• _STUDY MATERIAL_:
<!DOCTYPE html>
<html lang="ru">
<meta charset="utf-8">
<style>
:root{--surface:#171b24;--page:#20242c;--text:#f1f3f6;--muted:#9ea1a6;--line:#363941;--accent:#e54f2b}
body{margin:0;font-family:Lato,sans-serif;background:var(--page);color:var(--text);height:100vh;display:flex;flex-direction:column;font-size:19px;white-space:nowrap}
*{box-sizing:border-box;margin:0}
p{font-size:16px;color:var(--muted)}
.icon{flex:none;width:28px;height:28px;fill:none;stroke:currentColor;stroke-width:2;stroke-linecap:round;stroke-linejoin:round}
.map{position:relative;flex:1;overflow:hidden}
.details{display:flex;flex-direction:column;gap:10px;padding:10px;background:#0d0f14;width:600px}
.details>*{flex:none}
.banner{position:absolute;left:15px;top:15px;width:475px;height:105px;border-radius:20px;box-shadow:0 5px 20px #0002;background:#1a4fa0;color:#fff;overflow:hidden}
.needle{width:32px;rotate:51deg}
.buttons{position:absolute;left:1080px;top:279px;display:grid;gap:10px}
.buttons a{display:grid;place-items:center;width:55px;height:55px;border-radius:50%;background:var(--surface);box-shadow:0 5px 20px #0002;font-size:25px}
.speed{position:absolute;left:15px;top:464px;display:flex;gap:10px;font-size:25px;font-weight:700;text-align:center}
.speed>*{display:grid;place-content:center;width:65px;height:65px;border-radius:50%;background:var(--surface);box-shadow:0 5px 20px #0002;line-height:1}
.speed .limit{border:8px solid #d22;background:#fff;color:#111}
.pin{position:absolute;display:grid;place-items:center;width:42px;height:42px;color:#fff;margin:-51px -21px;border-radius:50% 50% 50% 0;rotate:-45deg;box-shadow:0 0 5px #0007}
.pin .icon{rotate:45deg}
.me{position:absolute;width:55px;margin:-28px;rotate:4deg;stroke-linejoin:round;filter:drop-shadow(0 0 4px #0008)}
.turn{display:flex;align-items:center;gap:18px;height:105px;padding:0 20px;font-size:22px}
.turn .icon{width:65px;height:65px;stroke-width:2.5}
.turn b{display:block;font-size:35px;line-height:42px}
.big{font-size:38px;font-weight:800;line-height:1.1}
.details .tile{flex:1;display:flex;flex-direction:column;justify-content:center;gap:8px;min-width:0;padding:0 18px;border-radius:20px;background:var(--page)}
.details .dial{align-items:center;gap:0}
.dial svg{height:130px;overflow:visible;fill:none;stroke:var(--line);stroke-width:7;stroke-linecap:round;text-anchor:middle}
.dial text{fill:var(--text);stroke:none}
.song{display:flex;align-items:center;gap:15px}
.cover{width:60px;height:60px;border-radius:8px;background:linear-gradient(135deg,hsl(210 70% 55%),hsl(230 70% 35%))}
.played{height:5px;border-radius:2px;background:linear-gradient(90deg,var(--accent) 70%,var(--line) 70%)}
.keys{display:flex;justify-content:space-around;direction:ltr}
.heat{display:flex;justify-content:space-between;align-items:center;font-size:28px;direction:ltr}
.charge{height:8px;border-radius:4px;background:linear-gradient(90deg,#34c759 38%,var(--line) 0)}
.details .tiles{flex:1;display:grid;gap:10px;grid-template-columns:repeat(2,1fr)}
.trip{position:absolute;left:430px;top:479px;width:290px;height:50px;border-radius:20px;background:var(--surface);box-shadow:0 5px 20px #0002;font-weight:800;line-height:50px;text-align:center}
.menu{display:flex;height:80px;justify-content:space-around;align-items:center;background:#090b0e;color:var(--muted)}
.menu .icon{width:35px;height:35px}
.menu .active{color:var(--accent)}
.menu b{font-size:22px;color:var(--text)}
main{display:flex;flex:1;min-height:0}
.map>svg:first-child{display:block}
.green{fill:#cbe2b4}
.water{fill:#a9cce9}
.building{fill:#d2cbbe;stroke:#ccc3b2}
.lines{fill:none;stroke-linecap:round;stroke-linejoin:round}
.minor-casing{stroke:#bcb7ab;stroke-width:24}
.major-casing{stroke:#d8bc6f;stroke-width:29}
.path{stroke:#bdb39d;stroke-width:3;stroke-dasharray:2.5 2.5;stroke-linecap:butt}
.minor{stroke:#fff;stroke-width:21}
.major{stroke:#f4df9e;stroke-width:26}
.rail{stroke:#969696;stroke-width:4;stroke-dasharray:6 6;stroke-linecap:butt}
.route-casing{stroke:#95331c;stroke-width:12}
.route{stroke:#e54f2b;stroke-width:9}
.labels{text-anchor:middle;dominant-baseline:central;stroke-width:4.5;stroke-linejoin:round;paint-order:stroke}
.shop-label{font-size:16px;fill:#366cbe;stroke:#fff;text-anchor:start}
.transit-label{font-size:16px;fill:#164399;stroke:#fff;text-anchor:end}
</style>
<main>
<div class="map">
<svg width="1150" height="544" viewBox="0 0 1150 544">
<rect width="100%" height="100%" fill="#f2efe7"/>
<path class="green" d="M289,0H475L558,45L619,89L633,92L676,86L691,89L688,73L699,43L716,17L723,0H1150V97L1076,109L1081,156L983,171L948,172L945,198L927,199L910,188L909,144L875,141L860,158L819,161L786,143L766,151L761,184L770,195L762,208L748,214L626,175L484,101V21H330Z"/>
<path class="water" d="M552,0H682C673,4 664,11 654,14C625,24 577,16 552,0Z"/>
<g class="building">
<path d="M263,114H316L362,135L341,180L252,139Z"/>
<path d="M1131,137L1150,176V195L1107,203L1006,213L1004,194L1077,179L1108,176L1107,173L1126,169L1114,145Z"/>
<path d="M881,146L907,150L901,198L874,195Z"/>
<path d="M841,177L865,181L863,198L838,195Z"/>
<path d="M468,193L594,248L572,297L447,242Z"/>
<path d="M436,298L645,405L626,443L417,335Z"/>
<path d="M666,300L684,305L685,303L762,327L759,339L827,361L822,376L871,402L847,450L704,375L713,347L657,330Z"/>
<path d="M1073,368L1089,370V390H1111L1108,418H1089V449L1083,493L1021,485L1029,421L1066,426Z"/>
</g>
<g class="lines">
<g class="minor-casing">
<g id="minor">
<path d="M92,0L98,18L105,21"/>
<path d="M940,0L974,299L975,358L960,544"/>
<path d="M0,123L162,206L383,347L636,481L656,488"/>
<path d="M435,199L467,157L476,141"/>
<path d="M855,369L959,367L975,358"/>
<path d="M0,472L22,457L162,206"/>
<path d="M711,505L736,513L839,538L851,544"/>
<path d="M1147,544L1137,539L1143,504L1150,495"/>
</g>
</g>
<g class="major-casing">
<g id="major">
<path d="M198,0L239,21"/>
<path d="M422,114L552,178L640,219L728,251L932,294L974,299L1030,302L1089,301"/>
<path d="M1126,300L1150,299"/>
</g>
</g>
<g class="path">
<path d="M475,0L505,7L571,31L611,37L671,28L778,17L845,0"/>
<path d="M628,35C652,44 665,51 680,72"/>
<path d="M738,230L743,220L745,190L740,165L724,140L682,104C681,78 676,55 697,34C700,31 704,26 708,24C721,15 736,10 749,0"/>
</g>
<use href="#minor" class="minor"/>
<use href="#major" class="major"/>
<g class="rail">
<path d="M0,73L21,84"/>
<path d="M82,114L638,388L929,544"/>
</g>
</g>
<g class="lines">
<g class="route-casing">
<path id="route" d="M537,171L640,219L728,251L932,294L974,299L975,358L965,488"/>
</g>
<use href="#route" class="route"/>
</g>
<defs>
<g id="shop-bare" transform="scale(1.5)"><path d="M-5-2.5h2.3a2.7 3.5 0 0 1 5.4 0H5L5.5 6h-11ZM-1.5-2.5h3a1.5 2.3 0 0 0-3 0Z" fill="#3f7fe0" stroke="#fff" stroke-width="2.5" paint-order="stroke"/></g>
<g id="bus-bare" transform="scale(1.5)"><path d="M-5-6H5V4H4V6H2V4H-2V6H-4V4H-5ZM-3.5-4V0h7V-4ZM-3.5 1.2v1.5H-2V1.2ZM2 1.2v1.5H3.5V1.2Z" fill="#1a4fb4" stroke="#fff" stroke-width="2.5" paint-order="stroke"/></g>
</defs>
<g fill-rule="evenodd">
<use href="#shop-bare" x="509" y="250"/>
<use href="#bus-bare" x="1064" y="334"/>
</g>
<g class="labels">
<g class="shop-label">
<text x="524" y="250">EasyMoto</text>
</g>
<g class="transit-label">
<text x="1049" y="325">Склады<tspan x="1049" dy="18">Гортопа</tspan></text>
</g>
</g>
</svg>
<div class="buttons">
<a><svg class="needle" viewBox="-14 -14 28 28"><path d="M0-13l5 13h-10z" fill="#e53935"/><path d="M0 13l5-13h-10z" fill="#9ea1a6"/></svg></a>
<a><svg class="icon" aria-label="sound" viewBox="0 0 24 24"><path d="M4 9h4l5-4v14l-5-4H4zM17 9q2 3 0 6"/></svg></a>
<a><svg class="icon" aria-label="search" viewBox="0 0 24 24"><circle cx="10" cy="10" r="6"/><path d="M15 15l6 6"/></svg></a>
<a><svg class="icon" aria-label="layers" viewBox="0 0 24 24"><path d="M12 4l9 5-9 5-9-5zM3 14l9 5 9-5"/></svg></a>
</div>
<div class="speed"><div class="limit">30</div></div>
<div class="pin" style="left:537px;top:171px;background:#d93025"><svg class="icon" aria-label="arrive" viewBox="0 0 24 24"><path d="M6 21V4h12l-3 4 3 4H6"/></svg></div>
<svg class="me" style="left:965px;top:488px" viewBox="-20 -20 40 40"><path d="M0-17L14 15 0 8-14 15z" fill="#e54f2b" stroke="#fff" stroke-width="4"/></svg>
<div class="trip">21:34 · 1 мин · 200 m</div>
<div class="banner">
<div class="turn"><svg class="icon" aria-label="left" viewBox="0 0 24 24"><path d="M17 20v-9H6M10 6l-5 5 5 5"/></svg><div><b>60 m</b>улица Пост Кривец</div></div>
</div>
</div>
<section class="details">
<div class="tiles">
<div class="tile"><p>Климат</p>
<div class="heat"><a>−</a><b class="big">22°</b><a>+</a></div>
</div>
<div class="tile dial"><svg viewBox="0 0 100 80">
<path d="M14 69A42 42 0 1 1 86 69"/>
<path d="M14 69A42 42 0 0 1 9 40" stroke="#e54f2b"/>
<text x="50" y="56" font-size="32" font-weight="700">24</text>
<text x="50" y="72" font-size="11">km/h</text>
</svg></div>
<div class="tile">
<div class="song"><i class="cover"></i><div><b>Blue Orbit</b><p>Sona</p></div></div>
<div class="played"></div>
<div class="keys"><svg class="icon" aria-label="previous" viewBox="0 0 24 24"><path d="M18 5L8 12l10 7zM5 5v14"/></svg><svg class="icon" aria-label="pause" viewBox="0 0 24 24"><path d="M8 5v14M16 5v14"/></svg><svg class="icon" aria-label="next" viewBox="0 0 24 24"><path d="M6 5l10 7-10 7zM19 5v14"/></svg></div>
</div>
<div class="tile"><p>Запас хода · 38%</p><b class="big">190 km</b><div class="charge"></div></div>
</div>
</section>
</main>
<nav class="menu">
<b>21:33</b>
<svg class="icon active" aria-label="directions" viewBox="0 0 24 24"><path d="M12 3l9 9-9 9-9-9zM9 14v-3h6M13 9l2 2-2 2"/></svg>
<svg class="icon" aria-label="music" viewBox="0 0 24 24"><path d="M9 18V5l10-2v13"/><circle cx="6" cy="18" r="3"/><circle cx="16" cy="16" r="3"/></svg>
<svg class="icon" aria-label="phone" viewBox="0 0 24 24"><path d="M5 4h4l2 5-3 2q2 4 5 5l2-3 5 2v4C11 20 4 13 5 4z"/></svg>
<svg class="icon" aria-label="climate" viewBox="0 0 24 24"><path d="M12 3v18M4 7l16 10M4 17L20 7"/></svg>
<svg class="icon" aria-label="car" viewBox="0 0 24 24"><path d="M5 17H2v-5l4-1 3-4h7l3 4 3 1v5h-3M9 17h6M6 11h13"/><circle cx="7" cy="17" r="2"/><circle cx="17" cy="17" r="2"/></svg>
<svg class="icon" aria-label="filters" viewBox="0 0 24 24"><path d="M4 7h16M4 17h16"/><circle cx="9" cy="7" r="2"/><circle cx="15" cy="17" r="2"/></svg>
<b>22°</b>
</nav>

• _WHAT YOU ARE ASKED TO DO_:
Each line above where the word "cover" occurs should be copied out.

• _ANSWER TO THE PROBLEM_:
.cover{width:60px;height:60px;border-radius:8px;background:linear-gradient(135deg,hsl(210 70% 55%),hsl(230 70% 35%))}
<div class="song"><i class="cover"></i><div><b>Blue Orbit</b><p>Sona</p></div></div>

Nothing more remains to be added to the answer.